§ WHAT TO WORK ON: From the first line of the data below through the line bearing "height:21px; margin:-10.5px; padding:0", reproduce each line exactly; do not include pictures.

§ Dataset entries:
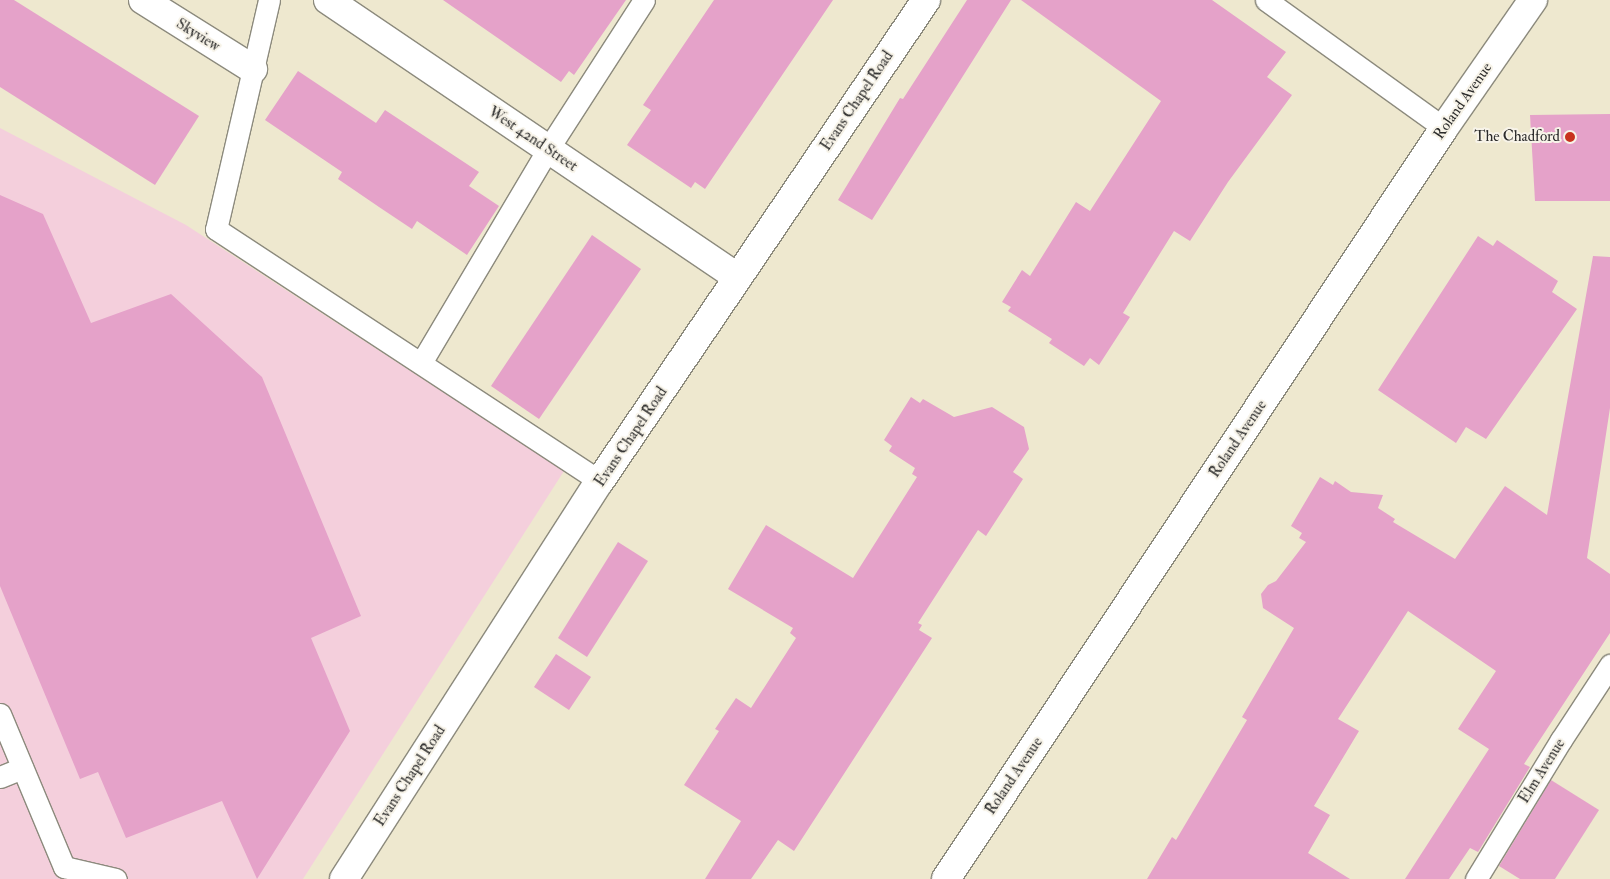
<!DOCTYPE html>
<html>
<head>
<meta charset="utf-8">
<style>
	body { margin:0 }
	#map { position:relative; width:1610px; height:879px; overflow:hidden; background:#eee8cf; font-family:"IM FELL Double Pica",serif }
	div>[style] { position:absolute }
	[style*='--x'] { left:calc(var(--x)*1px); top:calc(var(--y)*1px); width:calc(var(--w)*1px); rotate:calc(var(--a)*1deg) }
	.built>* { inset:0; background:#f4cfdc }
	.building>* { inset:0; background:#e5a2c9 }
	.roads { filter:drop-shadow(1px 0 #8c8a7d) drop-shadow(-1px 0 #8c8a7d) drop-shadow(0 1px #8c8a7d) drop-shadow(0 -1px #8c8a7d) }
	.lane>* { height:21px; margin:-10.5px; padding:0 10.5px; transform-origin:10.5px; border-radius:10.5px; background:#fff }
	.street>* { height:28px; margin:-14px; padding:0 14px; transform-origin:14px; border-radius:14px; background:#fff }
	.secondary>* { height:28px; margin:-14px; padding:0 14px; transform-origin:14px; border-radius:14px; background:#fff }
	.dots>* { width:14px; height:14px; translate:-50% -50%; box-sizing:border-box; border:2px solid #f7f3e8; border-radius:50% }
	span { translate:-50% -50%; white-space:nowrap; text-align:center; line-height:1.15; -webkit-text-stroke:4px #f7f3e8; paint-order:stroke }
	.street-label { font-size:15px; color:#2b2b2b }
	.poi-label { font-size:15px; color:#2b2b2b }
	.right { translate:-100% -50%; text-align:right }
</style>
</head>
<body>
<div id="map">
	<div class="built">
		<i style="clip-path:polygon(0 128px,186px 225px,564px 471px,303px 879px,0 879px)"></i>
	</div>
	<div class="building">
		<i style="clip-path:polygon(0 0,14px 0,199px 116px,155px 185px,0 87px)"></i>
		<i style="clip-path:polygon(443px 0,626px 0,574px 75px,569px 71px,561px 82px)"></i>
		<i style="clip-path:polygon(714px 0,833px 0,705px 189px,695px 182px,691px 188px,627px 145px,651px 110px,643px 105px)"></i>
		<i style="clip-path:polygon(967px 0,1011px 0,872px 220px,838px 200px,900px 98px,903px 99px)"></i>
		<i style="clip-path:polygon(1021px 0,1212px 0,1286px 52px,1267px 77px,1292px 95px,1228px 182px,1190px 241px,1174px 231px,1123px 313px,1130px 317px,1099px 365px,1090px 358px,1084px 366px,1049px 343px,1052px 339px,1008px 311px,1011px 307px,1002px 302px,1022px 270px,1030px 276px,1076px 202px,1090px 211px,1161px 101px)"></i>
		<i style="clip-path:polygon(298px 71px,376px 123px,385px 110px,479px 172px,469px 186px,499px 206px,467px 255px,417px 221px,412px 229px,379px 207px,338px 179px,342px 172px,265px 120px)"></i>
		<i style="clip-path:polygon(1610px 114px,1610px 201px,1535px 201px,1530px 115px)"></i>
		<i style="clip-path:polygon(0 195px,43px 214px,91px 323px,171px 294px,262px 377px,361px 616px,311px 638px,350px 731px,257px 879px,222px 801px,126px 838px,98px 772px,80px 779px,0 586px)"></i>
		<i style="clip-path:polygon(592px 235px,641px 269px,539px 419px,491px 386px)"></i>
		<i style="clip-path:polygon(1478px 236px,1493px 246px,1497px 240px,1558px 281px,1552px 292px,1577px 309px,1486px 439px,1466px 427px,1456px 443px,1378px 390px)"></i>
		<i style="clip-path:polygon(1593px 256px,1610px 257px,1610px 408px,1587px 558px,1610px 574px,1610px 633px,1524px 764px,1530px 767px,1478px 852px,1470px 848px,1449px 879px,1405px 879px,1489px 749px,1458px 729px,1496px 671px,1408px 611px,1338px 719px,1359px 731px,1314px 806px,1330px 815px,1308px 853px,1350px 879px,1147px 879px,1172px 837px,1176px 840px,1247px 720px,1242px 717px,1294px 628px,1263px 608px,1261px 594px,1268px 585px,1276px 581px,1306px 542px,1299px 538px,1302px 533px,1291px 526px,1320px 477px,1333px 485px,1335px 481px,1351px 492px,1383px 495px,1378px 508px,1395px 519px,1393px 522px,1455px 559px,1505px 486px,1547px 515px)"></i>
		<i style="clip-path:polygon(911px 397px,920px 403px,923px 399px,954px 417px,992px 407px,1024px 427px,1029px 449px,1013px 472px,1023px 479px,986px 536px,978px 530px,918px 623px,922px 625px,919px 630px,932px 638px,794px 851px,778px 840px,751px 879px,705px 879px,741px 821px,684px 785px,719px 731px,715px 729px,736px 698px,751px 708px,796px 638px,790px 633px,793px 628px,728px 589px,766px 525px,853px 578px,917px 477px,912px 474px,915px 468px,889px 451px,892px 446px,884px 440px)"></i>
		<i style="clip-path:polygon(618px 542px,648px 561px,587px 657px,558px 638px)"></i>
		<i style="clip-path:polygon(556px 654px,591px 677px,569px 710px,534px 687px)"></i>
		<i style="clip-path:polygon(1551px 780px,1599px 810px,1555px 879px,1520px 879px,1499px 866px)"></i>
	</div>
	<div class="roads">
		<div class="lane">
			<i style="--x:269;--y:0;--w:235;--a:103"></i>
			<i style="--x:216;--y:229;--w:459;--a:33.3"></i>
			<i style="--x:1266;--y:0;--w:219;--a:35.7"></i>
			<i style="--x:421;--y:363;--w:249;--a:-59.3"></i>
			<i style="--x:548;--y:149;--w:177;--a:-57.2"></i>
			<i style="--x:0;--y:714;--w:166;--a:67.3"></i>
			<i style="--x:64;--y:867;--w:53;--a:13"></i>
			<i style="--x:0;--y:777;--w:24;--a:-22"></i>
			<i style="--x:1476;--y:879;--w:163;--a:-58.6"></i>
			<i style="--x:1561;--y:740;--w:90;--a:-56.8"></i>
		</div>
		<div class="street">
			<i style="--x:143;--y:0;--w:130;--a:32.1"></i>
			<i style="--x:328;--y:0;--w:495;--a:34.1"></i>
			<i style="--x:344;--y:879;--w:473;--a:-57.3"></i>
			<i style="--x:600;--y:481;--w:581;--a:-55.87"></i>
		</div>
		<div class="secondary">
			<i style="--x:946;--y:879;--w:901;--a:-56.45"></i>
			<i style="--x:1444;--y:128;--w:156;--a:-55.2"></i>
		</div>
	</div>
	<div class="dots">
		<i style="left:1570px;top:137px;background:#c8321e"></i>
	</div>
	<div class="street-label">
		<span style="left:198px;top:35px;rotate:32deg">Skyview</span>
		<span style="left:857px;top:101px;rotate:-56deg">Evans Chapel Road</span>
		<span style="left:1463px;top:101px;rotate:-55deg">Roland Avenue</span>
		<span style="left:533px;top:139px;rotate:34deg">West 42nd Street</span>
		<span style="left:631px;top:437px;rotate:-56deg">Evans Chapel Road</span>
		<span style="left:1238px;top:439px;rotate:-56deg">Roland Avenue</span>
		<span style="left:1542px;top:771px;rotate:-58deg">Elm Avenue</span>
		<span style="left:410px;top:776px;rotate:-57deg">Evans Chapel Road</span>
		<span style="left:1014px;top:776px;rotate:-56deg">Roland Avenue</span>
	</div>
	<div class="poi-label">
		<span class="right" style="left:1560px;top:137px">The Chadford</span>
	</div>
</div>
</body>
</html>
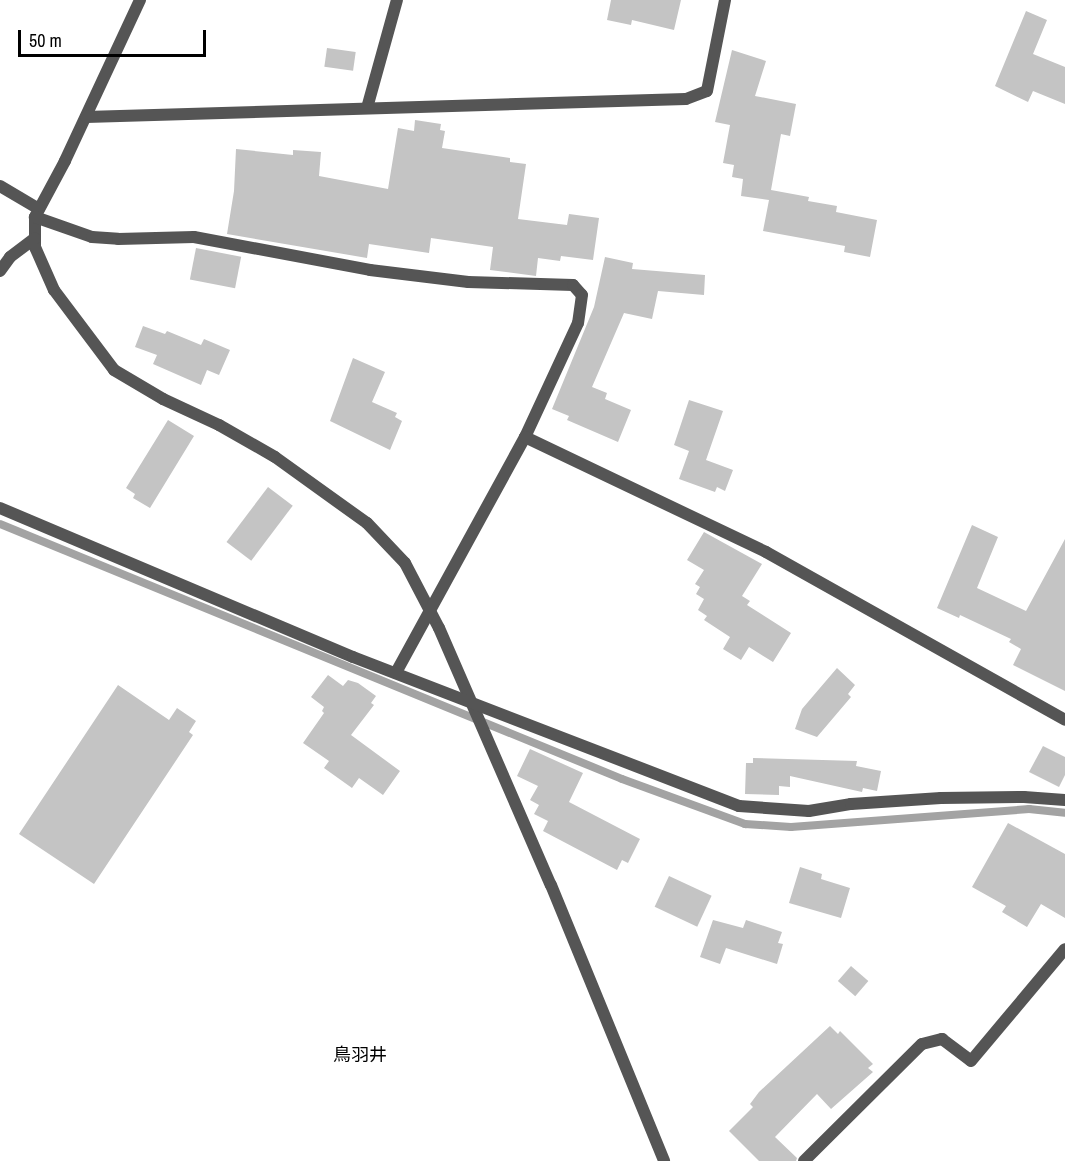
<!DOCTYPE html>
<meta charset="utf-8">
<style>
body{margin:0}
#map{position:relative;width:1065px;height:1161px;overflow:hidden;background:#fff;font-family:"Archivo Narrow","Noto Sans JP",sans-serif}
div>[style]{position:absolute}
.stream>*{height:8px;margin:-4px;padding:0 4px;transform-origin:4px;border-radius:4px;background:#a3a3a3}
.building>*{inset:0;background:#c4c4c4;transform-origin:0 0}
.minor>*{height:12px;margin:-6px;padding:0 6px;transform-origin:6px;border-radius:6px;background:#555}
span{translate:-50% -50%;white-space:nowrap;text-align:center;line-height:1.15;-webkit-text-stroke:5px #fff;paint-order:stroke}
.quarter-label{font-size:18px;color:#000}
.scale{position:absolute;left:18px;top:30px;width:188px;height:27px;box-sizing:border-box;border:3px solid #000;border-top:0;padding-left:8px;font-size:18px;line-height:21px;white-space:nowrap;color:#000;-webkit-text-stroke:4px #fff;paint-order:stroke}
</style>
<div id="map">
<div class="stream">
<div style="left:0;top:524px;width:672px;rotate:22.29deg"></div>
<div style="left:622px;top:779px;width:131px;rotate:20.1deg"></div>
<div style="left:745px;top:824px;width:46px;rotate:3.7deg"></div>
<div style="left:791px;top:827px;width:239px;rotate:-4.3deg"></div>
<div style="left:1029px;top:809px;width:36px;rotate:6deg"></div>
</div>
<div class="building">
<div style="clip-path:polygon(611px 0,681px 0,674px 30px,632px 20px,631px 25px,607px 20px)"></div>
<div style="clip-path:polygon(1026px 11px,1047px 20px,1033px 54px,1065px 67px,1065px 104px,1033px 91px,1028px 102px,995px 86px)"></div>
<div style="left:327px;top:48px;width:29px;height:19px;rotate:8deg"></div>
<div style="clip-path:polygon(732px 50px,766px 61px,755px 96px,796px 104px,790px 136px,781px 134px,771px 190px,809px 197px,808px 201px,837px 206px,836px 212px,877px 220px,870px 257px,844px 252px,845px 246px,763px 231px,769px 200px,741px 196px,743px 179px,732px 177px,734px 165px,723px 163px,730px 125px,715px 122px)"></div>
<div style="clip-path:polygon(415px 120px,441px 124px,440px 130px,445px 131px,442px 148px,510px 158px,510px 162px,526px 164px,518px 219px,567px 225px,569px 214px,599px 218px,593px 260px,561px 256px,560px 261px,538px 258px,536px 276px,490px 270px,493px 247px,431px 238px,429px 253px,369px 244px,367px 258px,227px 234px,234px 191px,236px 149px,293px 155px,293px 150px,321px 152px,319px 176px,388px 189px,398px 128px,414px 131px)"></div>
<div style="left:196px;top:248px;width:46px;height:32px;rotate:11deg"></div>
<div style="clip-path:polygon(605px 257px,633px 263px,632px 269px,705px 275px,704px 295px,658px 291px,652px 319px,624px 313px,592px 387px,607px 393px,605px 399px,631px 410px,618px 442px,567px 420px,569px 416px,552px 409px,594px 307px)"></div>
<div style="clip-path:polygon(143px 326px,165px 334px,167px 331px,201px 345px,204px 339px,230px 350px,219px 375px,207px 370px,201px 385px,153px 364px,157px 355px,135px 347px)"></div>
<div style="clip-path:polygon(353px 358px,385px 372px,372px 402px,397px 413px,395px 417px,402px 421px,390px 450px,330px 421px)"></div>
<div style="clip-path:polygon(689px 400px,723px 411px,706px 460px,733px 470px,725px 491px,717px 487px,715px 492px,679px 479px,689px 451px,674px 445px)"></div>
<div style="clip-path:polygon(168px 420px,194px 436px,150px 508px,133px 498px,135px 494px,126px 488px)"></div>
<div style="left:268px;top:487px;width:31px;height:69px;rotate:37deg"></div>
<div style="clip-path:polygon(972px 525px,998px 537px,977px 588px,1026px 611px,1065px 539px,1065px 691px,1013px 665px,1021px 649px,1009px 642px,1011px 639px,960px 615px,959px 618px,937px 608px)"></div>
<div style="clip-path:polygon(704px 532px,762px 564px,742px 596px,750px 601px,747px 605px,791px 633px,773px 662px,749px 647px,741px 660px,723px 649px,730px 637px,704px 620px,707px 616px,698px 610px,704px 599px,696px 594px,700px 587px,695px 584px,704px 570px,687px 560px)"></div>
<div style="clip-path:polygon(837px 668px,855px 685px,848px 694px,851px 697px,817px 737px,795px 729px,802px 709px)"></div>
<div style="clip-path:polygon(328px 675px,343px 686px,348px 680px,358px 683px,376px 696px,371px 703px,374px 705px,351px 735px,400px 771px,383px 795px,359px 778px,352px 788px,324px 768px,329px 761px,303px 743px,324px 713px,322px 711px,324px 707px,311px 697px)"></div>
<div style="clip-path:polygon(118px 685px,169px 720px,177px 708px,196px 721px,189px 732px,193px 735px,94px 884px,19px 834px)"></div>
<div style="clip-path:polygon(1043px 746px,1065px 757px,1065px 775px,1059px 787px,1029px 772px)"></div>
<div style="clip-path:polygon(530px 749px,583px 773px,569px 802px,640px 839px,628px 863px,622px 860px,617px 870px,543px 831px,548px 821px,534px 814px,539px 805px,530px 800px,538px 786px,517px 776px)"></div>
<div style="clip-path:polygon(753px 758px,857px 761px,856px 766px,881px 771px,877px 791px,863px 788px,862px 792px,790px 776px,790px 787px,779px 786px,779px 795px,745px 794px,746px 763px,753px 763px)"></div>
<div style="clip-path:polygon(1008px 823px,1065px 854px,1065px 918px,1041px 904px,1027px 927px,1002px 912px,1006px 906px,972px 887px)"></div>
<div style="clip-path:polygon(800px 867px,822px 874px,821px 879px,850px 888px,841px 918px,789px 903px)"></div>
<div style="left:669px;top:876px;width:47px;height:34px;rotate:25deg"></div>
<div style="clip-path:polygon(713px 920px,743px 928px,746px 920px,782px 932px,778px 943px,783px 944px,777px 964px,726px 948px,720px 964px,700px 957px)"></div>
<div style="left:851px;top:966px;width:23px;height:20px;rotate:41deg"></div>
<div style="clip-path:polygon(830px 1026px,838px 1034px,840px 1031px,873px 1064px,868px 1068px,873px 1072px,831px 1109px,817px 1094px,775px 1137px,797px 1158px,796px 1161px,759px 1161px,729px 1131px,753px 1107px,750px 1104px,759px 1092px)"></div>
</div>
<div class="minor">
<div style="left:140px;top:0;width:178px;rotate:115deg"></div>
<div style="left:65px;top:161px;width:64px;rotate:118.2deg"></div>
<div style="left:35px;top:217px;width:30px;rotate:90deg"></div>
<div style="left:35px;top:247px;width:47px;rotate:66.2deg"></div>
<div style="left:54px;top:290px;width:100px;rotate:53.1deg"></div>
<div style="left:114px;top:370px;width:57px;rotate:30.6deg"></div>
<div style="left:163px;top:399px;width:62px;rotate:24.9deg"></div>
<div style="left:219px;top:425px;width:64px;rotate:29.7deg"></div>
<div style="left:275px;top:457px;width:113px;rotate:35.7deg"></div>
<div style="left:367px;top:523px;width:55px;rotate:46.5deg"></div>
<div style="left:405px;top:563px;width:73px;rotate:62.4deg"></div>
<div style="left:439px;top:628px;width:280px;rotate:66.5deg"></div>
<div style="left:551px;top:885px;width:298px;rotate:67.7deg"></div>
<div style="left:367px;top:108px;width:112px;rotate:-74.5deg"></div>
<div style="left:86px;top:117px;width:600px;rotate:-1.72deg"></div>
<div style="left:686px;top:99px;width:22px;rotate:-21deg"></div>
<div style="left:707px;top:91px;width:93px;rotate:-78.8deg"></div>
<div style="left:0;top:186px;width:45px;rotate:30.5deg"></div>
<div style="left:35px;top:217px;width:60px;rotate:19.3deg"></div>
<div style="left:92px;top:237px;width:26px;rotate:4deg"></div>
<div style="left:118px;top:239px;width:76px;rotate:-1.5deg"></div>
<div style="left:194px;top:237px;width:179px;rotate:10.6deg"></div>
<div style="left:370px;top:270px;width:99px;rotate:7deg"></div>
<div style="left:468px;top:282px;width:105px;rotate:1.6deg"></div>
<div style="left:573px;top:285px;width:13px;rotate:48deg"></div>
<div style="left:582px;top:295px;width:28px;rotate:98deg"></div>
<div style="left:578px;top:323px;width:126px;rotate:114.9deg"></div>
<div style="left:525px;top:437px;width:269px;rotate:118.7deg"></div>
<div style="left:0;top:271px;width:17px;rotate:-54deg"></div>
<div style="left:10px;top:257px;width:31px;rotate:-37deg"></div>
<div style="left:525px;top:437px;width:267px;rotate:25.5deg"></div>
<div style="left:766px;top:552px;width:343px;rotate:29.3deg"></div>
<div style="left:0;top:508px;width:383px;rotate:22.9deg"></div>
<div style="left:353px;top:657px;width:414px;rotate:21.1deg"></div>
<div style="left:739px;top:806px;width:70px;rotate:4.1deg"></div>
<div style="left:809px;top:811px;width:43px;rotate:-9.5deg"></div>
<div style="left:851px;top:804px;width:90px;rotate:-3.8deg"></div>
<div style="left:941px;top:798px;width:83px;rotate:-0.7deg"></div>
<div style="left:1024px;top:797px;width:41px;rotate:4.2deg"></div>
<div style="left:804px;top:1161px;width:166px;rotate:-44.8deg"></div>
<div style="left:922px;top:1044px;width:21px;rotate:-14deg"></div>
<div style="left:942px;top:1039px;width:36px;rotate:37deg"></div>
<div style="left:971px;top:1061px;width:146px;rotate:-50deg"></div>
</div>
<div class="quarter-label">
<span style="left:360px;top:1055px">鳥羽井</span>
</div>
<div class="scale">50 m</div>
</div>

§ RESULT BELOW:
<!DOCTYPE html>
<html>
<head>
<meta charset="utf-8">
<style>
	body { margin:0 }
	#map { position:relative; width:1610px; height:879px; overflow:hidden; background:#eee8cf; font-family:"IM FELL Double Pica",serif }
	div>[style] { position:absolute }
	[style*='--x'] { left:calc(var(--x)*1px); top:calc(var(--y)*1px); width:calc(var(--w)*1px); rotate:calc(var(--a)*1deg) }
	.built>* { inset:0; background:#f4cfdc }
	.building>* { inset:0; background:#e5a2c9 }
	.roads { filter:drop-shadow(1px 0 #8c8a7d) drop-shadow(-1px 0 #8c8a7d) drop-shadow(0 1px #8c8a7d) drop-shadow(0 -1px #8c8a7d) }
	.lane>* { height:21px; margin:-10.5px; padding:0 10.5px; transform-origin:10.5px; border-radius:10.5px; background:#fff }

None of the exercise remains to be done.